Besides being visually appealing, the redesigned pedestrian areas are supposed to be a cool place to sit. The blue and light areas of the design are supposed to reflect more sunlight and absorb less heat that the present red-ish color.
The design is set to be installed by early August.
The Times Square Alliance will maintain the temporary pedestrian area design while the city settles the permanent redesign plan.
The permanent redesign plan team includes many New York City-based designers, engineers and event infrastructure specialists. The redesign is set to begin in 2012.

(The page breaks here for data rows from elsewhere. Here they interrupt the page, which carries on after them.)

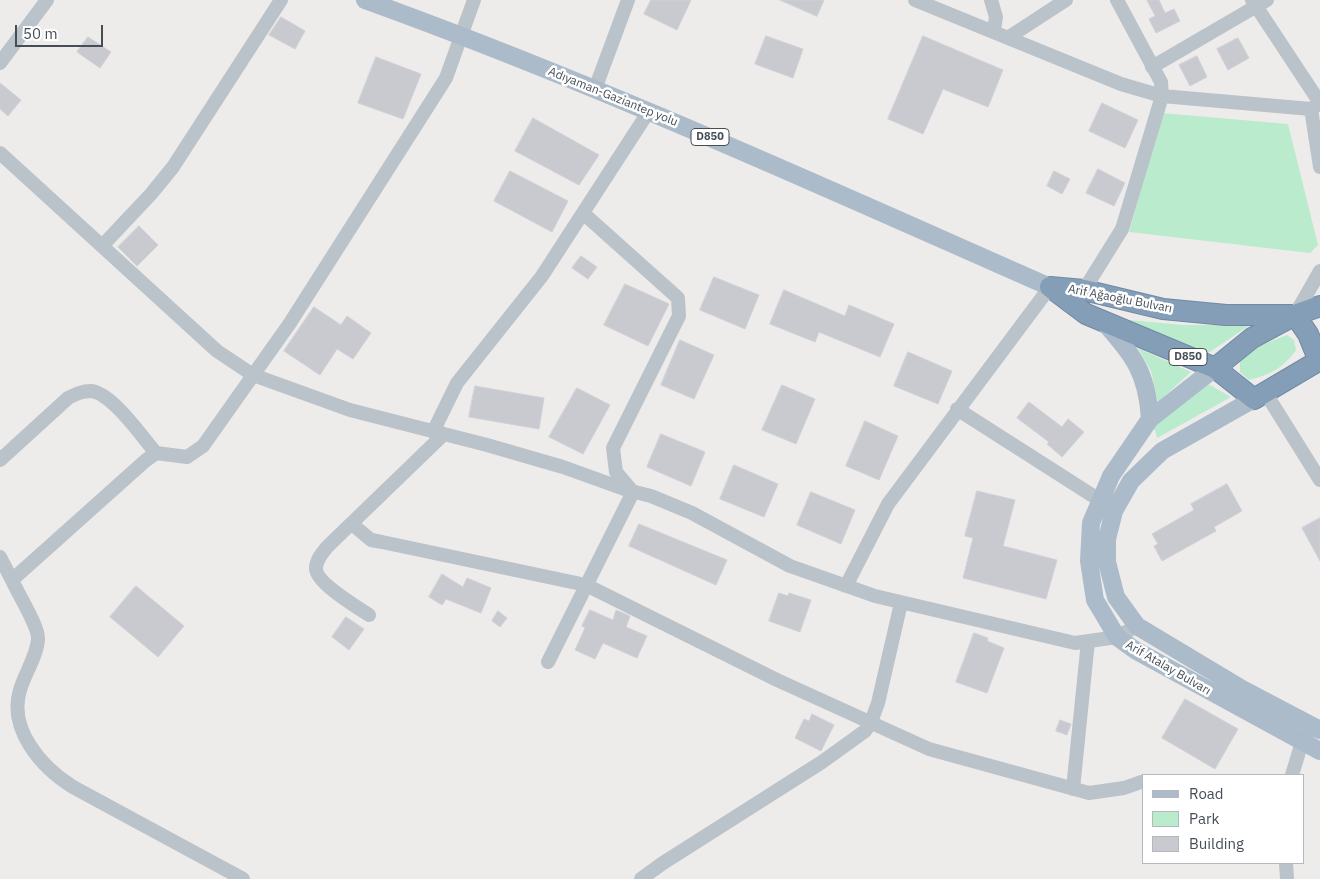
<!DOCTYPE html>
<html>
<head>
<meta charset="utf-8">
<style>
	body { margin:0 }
	#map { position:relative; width:1320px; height:879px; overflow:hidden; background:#eeebeb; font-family:"IBM Plex Sans",sans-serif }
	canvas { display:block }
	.legend { position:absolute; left:1142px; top:774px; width:162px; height:90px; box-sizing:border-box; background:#fff; border:1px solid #b5b8bc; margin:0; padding:6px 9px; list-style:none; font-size:15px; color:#454e57 }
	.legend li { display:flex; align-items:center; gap:10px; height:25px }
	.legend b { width:25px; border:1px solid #b5b8bc }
	.scale { position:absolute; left:15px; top:25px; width:88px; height:22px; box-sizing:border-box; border:2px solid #454e57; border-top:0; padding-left:6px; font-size:15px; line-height:18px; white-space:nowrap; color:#454e57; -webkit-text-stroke:4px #fff; paint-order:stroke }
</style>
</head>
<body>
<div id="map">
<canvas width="1320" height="879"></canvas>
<ul class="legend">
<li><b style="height:6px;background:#acbbc9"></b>Road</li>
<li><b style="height:14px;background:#baebcd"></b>Park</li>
<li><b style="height:14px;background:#c8cad0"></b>Building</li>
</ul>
<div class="scale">50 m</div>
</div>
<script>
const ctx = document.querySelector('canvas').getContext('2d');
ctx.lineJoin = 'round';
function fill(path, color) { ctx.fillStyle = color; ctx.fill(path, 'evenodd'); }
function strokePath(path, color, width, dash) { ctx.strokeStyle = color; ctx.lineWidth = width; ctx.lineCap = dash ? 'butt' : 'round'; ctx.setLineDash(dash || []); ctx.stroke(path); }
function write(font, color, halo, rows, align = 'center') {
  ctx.font = font + ' "IBM Plex Sans",sans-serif'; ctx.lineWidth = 5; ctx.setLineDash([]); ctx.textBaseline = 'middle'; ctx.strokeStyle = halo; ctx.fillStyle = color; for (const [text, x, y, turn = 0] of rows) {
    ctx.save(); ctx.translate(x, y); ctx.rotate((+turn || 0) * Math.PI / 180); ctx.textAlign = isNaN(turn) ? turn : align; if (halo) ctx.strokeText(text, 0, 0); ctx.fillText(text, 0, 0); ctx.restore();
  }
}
fill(new Path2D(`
	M 1162,113 L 1288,124 L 1318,245 L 1310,253 L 1129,232 Z
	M 1117,319 L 1184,325 L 1250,325 L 1201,358 Z
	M 1287,335 L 1294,340 L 1296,350 C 1284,368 1269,375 1249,380 L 1240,372 L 1240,361 L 1254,348 Z
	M 1138,348 L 1191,372 L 1158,402 L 1151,371 Z
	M 1203,381 L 1231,397 L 1157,438 L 1154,427 Z`), '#baebcd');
const building = new Path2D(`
	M 651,0 L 691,0 L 677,30 L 644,14 Z
	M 780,0 L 824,0 L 817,16 Z
	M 1147,0 L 1159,0 L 1165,13 L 1174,9 L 1180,21 L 1156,33 L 1149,19 L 1155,16 Z
	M 281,17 L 305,31 L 295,49 L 269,35 Z
	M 766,36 L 803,49 L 793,78 L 755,64 Z
	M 923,36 L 1003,70 L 988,107 L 943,89 L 923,134 L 888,119 Z
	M 88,37 L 111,52 L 100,68 L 77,52 Z
	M 1238,38 L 1249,58 L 1228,70 L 1217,49 Z
	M 1197,56 L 1207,77 L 1190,86 L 1179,65 Z
	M 376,57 L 421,74 L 403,119 L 358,103 Z
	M 0,83 L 21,100 L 8,116 L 0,109 Z
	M 1102,103 L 1138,120 L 1125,148 L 1089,131 Z
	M 533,118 L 599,155 L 579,185 L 515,151 Z
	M 1098,169 L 1125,183 L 1114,206 L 1086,193 Z
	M 510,171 L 568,201 L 552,232 L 494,201 Z
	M 1054,171 L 1070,179 L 1062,194 L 1047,186 Z
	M 139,226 L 158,245 L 137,266 L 118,247 Z
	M 581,256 L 597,267 L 588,279 L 572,268 Z
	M 714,277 L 759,295 L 745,329 L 700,310 Z
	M 625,284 L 669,304 L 648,346 L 604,325 Z
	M 784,290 L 845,316 L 849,305 L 894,324 L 880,357 L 819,332 L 815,342 L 770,324 Z
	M 314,307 L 341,325 L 347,316 L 371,333 L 353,359 L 337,349 L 320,375 L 284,351 Z
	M 680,340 L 714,355 L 694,399 L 661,385 Z
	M 908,352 L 952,371 L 938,404 L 894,386 Z
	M 782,385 L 815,399 L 796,444 L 762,430 Z
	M 475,386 L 544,398 L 539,429 L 469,417 Z
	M 577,388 L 610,405 L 583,454 L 549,437 Z
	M 1029,402 L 1062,427 L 1068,419 L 1084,432 L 1062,457 L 1047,444 L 1049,442 L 1017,418 Z
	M 865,421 L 898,436 L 879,480 L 846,466 Z
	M 661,434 L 705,452 L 691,486 L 647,467 Z
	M 734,465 L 778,484 L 764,517 L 720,499 Z
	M 1227,484 L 1242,511 L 1214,527 L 1216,531 L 1162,561 L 1154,546 L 1158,544 L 1152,534 L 1194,510 L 1191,504 Z
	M 977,491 L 1015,500 L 1003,546 L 1057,560 L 1046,599 L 963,578 L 973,538 L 965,536 Z
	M 811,492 L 855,510 L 841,544 L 797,525 Z
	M 1320,518 L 1320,561 L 1302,528 Z
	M 639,524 L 727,560 L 716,585 L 629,546 Z
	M 442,574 L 463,587 L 467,578 L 491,588 L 481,613 L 446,599 L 442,605 L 429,597 Z
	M 136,586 L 184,626 L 158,657 L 110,617 Z
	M 779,593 L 788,596 L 789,593 L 811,600 L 800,632 L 769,621 Z
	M 590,610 L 613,620 L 616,610 L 630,616 L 626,627 L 647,636 L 637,658 L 603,643 L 595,659 L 575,650 L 585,628 L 582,626 Z
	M 498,611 L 507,618 L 500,627 L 492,621 Z
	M 346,617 L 364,629 L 349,650 L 332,637 Z
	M 974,633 L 988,638 L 987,641 L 1004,648 L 987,693 L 956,682 Z
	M 1185,699 L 1238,729 L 1215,769 L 1162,738 Z
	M 812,714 L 834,725 L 821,751 L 795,738 L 804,719 L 809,721 Z
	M 1060,720 L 1071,724 L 1067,735 L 1056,731 Z`);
fill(building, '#c8cad0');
strokePath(building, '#cfd1d7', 1);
const highway = new Path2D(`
	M 1050,287 L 1086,314 L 1215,368 L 1254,399 L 1320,360
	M 1050,287 L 1084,290 L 1163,309 L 1226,315 L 1295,315 L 1320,306
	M 1215,368 L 1252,338 L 1295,315 L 1308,334 L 1319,361`);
strokePath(highway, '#7089a4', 22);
strokePath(new Path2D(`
	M 915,0 L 1121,84 L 1162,96 L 1311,109
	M 991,0 L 996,17 L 994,30
	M 1252,0 L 1320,103
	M 1009,37 L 1066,0
	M 0,63 L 47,0
	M 1152,67 L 1267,0
	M 595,89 L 628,0
	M 1317,105 L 1311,109 L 1320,167
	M 0,153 L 217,351 L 253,375 L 350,410 L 487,445 L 563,467 L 627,490 L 651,496 L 692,513 L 790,566 L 875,596 L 1075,643 L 1117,637 L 1137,626
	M 103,245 L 151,194 L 173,167 L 281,0
	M 1084,290 L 1122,229 L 1162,96 L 1161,82 L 1117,0
	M 1295,315 L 1320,271
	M 1265,392 L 1320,480
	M 957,409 L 1101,501
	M 433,432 L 457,383 L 542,276 L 649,111
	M 0,460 L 68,398 C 76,394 82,391 91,391 C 112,393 142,437 156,453
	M 352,524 L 371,540 L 382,542 L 586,585 L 777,680 L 929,749 L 1089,793 L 1124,788 L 1144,781
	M 0,557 L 12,580
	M 846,586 L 888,504 L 1050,287
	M 369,615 C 357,607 315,582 316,568 C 316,560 322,553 327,547 L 444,434
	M 548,662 L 633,492 L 616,472 L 613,448 L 679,316 L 678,298 L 583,213
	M 1292,775 L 1302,742 L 1308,733
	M 1073,789 L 1088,641
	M 1286,863 L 1287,879
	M 243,879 L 73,787 C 41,767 8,729 20,690 C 25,673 37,656 38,639 C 39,627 18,594 12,580 L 145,461 L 156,453 L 187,457 L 203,446 L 290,323 L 446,78 L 474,0
	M 641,879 L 663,863 L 822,762 L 865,731 L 871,722 L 878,703 L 901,603`), '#bac3ca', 14);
strokePath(new Path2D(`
	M 365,0 C 598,84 823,187 1050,287
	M 1104,322 C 1134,357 1147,372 1150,419
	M 1215,368 L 1150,419 L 1111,476 L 1091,523 L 1089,561 L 1095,600 L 1117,637 L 1135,650 L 1320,751
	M 1254,399 L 1162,451 L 1131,481 L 1114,511 L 1107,539 L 1107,562 L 1116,597 L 1137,626 L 1242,689 L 1320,730`), '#acbbc9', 18);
strokePath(highway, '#859eb8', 20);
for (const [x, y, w] of [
	[710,137,38],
	[1188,357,38]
]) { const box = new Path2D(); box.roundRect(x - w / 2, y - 8.5, w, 17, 4); ctx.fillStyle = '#fff'; ctx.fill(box); strokePath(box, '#454e57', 1); }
write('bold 11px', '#454e57', null, [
	["D850",710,137],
	["D850",1188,357]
]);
write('12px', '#454e57', '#fff', [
	["Adıyaman-Gaziantep yolu",613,97,22],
	["Arif Ağaoğlu Bulvarı",1120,299,11],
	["Arif Atalay Bulvarı",1168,668,30]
]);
</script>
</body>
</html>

The team's goal is to improve the atmosphere for bicyclists and pedestrians, while bettering the transportation flow, according to Craig Dykers, co-founder of Snohetta and New York office director.
The redesign will include the pedestrian areas, the roadbed under Broadway and Seventh Avenue between West 42nd and 47th streets, and sewers and water mains, as necessary.
Times Square currently has no permanent electrical, sound or broadcasting infrastructure, despite being used for large scale events and celebrations. The redesign will enhance Times Square's event capabilities.